_Directions for this task_
When the string "Wall" occurs in a line of the listing below, return that line.

_Material supplied_
________________________
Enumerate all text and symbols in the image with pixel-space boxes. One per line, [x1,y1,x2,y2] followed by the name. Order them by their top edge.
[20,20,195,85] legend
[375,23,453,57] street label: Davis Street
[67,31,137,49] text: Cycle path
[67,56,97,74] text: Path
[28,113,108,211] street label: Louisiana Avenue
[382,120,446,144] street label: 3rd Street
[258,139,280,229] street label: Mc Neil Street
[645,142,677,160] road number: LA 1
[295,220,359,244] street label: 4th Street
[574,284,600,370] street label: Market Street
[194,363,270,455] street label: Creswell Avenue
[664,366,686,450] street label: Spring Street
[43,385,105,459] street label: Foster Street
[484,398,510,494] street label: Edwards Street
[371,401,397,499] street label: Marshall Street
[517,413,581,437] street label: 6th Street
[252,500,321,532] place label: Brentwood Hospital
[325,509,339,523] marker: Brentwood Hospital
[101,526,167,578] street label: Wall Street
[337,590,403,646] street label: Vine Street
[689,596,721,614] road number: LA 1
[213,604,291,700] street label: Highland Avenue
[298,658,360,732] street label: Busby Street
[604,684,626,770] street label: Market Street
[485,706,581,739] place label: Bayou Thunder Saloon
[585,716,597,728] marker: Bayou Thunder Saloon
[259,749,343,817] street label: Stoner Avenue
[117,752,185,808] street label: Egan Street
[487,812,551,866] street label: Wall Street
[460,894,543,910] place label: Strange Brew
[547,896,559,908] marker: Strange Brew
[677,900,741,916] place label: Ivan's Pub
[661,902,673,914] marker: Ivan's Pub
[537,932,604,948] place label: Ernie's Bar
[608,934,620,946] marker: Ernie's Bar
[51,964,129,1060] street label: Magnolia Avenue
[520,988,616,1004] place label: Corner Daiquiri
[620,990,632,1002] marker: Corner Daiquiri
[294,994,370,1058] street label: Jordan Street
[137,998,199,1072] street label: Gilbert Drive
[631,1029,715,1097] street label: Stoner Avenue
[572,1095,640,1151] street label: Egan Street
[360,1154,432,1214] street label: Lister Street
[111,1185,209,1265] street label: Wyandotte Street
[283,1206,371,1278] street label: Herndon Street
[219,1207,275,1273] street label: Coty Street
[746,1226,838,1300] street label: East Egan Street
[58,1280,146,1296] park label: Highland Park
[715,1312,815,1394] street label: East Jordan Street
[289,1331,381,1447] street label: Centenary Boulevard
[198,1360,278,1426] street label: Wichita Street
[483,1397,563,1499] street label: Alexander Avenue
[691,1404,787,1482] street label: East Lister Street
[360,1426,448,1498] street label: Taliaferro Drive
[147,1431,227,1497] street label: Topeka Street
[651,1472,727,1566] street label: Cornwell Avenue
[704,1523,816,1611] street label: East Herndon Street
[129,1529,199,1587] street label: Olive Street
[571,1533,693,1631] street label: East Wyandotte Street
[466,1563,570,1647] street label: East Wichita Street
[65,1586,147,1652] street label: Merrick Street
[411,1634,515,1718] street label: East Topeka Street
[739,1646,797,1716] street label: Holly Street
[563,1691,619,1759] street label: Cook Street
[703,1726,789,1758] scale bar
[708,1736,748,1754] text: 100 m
________________________
_Solution to this exercise_
[101,526,167,578] street label: Wall Street
[487,812,551,866] street label: Wall Street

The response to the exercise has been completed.